Bronze Statuette of Mars Ultor

Culture: Roman
Period: 2nd century A.D.
Material: Bronze, silver
Dimensions: 12.4 cm high
Price: Sold
Ref: 3536
Provenance: French private collection M. R., acquired in the 1970s to 1980s. Accompanied by a French antiquities passport.
Condition: Right foot missing, right arm slightly bent, nose with some wear. Overall, a bronze statuette worked out in high and finest quality.

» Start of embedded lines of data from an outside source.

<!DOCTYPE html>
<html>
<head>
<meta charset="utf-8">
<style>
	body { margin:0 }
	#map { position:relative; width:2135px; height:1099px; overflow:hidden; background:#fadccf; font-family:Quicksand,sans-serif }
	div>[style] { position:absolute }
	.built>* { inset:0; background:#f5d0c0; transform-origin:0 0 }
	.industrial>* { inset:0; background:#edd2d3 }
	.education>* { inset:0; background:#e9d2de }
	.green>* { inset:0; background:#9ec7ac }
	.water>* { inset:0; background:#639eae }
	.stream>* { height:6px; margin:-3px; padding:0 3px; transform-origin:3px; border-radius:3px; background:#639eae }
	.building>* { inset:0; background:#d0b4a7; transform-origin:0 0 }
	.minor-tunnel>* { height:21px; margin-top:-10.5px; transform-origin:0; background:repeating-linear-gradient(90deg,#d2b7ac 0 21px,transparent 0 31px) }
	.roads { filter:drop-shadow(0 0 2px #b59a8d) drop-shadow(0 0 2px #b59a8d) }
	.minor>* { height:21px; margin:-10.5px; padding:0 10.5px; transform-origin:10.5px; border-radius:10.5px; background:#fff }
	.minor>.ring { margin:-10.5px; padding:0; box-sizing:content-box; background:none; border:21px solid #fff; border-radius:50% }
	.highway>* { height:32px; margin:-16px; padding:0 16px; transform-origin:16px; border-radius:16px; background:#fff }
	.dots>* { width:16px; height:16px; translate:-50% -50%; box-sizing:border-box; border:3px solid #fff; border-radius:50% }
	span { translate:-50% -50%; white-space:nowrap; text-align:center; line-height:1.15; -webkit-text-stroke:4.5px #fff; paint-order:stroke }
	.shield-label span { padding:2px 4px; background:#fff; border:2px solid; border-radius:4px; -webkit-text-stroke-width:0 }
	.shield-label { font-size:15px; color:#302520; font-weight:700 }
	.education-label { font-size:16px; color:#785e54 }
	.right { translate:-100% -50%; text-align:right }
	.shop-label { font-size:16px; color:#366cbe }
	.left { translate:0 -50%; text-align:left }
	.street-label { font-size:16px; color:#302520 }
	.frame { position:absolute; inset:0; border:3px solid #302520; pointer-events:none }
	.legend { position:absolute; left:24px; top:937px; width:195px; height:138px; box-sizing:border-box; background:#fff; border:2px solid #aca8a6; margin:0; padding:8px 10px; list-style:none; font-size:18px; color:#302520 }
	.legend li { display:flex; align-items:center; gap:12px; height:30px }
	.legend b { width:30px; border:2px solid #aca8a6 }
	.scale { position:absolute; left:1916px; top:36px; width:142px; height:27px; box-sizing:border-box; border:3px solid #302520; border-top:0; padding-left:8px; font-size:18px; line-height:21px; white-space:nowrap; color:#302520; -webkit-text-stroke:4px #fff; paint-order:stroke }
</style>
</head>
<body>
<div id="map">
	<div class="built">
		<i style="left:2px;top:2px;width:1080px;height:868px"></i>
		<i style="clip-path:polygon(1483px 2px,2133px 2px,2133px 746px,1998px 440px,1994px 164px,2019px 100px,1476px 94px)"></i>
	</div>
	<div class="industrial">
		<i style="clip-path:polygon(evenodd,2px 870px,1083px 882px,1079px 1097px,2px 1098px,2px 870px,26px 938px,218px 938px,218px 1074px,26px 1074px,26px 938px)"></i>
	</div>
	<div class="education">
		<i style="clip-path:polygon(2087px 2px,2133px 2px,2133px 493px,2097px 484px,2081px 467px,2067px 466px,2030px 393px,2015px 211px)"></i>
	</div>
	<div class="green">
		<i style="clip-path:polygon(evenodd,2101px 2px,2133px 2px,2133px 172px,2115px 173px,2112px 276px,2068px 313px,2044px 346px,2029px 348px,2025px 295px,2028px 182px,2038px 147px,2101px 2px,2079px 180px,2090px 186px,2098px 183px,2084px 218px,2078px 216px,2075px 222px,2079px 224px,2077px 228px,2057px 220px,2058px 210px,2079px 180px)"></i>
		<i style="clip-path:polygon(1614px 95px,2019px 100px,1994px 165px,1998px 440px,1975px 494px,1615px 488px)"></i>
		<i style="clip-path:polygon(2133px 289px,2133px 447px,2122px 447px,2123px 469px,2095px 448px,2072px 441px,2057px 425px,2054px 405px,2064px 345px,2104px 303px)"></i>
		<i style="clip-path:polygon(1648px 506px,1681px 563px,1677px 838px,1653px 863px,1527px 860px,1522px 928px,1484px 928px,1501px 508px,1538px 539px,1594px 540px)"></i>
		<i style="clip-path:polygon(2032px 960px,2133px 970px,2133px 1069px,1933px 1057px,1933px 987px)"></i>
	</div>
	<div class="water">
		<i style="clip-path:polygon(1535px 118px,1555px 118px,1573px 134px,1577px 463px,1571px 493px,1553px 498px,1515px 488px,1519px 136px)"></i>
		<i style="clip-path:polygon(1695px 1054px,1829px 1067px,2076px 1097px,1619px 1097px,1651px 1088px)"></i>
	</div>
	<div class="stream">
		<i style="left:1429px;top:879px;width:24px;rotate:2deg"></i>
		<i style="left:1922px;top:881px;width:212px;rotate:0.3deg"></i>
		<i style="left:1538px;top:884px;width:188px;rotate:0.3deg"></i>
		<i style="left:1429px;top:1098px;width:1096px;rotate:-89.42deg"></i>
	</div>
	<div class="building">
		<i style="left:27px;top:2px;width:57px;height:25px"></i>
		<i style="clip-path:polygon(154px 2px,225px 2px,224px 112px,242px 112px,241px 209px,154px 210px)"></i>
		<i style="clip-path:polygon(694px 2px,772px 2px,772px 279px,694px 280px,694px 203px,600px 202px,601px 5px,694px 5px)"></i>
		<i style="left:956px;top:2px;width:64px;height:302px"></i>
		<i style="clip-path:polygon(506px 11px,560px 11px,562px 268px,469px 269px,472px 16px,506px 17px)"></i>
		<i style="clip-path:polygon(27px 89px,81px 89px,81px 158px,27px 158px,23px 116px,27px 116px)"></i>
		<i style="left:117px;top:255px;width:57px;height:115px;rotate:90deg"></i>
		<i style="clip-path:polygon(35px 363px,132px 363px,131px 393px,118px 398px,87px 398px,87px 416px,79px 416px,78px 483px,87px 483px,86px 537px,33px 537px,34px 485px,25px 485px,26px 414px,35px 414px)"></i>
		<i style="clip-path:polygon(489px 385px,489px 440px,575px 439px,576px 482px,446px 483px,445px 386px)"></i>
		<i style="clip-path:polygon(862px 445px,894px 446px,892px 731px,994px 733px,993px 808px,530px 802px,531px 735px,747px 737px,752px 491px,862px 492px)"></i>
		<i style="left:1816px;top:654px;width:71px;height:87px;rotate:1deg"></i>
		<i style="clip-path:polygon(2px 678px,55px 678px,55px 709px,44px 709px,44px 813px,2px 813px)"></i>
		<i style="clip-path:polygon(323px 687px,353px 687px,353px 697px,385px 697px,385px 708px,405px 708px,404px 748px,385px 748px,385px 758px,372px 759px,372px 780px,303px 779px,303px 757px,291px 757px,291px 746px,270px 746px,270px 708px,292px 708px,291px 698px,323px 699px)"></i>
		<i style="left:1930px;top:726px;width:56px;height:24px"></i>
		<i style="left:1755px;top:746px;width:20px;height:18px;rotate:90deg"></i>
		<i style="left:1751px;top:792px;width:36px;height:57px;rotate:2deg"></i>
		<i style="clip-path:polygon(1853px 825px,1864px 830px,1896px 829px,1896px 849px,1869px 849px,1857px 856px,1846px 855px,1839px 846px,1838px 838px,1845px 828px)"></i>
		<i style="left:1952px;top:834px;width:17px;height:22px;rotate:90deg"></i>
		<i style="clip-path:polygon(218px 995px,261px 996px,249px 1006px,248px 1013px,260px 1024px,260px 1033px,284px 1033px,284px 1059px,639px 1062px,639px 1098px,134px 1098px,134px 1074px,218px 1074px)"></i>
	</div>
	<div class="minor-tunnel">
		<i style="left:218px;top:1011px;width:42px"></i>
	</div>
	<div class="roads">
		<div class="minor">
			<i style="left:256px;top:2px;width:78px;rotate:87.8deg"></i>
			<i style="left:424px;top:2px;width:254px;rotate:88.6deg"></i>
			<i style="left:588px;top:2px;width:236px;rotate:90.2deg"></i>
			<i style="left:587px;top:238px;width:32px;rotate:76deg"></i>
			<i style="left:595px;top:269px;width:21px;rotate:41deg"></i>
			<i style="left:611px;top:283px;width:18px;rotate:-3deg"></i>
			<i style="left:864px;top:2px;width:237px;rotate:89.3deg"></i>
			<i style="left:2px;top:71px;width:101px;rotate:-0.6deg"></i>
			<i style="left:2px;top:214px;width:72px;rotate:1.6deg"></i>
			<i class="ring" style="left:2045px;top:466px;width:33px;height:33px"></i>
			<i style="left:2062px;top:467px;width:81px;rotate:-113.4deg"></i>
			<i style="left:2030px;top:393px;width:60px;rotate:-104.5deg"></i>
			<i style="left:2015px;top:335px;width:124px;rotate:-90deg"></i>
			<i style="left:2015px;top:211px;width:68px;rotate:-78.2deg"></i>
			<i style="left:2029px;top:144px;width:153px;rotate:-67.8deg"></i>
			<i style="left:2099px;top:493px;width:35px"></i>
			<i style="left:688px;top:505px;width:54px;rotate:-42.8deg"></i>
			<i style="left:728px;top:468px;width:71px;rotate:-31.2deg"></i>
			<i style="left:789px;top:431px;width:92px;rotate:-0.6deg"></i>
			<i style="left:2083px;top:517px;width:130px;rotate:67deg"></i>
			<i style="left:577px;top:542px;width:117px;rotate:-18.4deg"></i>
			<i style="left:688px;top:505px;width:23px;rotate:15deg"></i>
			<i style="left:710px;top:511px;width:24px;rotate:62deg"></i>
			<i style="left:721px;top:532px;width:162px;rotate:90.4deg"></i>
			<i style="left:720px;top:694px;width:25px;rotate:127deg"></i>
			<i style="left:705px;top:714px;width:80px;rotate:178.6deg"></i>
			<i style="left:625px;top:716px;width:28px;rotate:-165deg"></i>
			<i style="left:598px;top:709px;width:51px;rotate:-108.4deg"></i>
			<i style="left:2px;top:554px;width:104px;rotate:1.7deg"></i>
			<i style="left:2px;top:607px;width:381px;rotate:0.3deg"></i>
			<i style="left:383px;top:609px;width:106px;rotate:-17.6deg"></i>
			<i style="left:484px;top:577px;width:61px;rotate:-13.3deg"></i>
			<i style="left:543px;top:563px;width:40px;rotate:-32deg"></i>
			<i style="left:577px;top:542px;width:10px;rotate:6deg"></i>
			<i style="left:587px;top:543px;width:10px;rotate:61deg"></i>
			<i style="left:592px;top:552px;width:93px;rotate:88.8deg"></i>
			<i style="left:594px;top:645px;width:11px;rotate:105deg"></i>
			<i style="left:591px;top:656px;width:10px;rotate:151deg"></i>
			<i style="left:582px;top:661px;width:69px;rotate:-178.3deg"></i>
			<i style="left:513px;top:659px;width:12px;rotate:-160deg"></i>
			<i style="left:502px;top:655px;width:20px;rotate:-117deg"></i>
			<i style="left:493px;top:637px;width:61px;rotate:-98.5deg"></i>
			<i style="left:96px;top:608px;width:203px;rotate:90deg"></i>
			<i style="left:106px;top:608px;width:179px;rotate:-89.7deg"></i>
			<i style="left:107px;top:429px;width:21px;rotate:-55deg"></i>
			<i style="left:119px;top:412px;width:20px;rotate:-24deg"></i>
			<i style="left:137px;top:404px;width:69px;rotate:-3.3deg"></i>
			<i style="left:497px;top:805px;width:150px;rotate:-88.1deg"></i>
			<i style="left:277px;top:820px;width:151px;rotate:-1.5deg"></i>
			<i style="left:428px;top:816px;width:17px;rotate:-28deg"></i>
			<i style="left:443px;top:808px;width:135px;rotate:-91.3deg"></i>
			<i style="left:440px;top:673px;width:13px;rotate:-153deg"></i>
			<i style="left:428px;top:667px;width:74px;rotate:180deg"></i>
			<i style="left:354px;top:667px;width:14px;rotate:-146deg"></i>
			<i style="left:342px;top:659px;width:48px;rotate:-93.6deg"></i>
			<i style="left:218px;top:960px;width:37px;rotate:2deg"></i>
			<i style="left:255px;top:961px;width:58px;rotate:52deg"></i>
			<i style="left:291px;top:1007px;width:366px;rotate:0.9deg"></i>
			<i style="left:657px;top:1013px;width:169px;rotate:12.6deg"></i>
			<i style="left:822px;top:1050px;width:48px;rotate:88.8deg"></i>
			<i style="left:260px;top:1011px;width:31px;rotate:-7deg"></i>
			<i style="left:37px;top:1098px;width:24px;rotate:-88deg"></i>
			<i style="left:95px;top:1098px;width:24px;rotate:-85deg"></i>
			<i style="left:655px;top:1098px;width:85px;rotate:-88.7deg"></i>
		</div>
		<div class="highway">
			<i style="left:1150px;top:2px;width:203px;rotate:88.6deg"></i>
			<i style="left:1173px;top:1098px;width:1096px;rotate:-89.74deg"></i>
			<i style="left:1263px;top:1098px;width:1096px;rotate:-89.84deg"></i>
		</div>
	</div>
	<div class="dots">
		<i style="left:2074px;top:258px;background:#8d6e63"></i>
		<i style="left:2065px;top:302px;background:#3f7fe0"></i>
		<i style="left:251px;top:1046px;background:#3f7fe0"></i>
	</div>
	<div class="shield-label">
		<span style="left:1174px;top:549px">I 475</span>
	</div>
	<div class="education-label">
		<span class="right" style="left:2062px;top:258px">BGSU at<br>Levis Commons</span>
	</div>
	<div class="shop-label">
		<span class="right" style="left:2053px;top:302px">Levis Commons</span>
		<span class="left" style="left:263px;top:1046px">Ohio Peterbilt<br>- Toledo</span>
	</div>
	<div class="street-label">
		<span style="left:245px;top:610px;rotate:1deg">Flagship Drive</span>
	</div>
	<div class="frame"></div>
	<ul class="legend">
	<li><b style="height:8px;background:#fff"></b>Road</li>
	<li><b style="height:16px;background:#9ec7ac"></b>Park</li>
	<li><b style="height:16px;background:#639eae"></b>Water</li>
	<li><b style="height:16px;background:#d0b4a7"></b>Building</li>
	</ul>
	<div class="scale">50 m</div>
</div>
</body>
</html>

Description: Solid bronze statuette of Mars Ultor based on the model of the famous marble statue in the Capitoline Museum. The bearded god wears a Corinthian helmet, which he has pushed high over the forehead where his thick, wavy hair protrudes. His eyes are inlayed in silver. He wears greaves with straps around his calves. The abundantly decorated cuirass depicts two griffins flanking a thymiaterion under a gorgoneion. The winged creatures may allude to the fear inflicting weapons of Mars. The thymiaterion is associated with the eternal fire of Vesta, which stands for the stability of Rome. See for this interpretation the “Catalogue 10 Heads of Mars”, published by the Art Institute of Chicago. Beneath the cuirass the god wears the pteryges, a defensive skirt enforced with riveted metal fittings, which protects the pelvis area and whose rattle should intimidate the enemies. Mars has his right arm raised, which once held a separately worked out lance. Over the right shoulder, the back and the left arm he has thrown a pleated coat. Mounted.